A.V. Aho, R. Sethi, J.D. Ullman; Compilers Principles, Techniques, and Tools;

Best,
--Stedman

Posted by Jason Cawley on 12-20-2005 05:08 PM:

Several specific idealizations need to be combined to reach a set that is not computable by a deterministic machine. First I'll chop off several simpler cases that often confuse people about the real issue, showing that it is not determinism vs. multiple possible outputs, nor a closed system vs. one in continuous contact with an external environment (another formulation) that are essential features, but a cardinality issue that is much more difficult to reach in a realistic example.

Suppose I make a multi-way CA that chooses at each step whether to act like 0 or like 1. It now has two initial conditions - the ordinary one n bits long, and another with one bit per step, which "calls the coin flips" as you run through the steps. (In Mathematica terms, a FoldList reads in one bit per step from the second initial). If I wanted to, I could then pair up my two initial conditions and enumerate all of them (with a pairing function e.g.). This is formally equivalent to a non-deterministic system that generates the new bit ex nihilo from step to step. But it is deterministic - it just has a more elaborate initial condition and feeds that initial condition into the evolution is a slightly different way. Since they are in one to one correspondance, the computations they reach are the same.

OK, but suppose I allow faster branching, a thousand fold at each step. Then I need 10 bits per step to call the coin flips (2^10 = 1024), but the same scheme works. Same computations reached. To reach a larger space, I need an unbounded per step input. In contact with an external environment is not enough, the information channel needs to be limitless. Any size as large as you please that is not exceeded at any step, guareenteed, means the space reached is the same. Only the possibility of an infinite amount of information entering on a single step, can change the cardinality reached, and break the one to one correspondance. If the amount of branching is variable at each step, same logic applies. If that amount is bounded, you reach the deterministically computables only, nothing added.

Suppose I allow an infinite input at each step, but I know the computation eventually halts. Then again I reach only the computables. To see this, imagine the computation printed out like a CA evolution running down the page, but in the mathematical idealization we have passed to the infinite width limit, and we are flipping a coin for each cell. Well, just turn the paper sideways. Countable, same issue as before, infinite on one axis but not on the other. I encode all the random flips for location i into one mega-digit of my initial (then pair them all up with the ordinary initial). I can do so because the number of steps is finite.

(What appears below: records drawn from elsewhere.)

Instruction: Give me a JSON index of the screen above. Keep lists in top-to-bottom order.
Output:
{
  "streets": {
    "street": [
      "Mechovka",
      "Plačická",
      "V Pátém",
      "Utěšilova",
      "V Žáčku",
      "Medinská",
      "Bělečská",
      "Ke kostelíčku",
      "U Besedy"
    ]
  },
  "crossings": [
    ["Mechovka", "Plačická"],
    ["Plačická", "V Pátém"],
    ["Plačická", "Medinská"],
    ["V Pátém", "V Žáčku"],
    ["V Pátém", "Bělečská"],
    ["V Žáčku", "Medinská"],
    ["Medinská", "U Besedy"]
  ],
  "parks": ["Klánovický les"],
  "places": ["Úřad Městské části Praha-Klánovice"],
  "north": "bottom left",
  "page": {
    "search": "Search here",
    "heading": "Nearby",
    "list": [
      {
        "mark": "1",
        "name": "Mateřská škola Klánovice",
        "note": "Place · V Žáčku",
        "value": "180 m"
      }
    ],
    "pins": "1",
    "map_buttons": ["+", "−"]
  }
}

So multiway is not enough. External interaction is not enough. To break the countable cardinality, I need a potentially infinite information channel (countable infinite but not finite) at each of a potentially infinite number of steps (countable infinite but not finite). A countable by countable input is a real cardinality input. If my system evolves according to a real number cardinality initial condition, using an amount of information that is beyond just infinite, but continuum infinity, then and only then I can (though need not) reach a space of possible outcomes larger than the computables. This needed information amount can always be viewed as an initial condition of a sort. Non-deterministic countable infinite initials with halting problems (thus potentially infinite time as well) map to the reals rather than the integers.

If you start at the reals, the computation part adds nothing. You aren't computable because you aren't even name-able, as Chaitin likes to put it. You just have infinitely many unspecified "leaves" of possibility, in no necessary relation to any computational or causative "trunk". Things just happen to be so, no (followable) explanation possible.

Strictly, this only follows if you have not only reals, but the distinction between one real and another matters for outcomes. If all the reals in some ball with positive measure are indistinguishable (within a bounded region you can't tell apart) on the outcome side, you can find a countable cover, by only asking where some representative from within that ball lands. And it doesn't matter how small that ball is, so long as one scale exists below which outcomes are indistinguishable. So in addition to reals, you need infinite sensitivity to the details hidden down potentially infinitely far in the real in question. (Otherwise, you've got a cut off below which it doesn't matter, get a finite length again, turn the paper...).

People frequently speak of continuity as the culprit giving rise to infinite cardinality issues, but this is somewhat misleading. In the native context of analysis, continuity is precisely what tames real number infinities, by giving us that "below epsilon, I don't care, because I will remain within delta" cut off. If a process is programmable complex, however i.e. if it depends on details of its exact digit sequence the way a program depends on every bit, not just on the first n bits with the remainder irrelevant detail - and in addition its specification requires a continuum infinite amount of information, then whackiness ensues.

Philosophically, I think continuum infinities are precisely about "distinguishability breakdown". They arise naturally from trying to consider all possible relations between infinite sets. Individual relations over infinite sets work fine, all possible relations over finite sets also work fine, and even all possible relations of less than infinite sensitivity (some form of continuity analog), over infinite sets, would work fine.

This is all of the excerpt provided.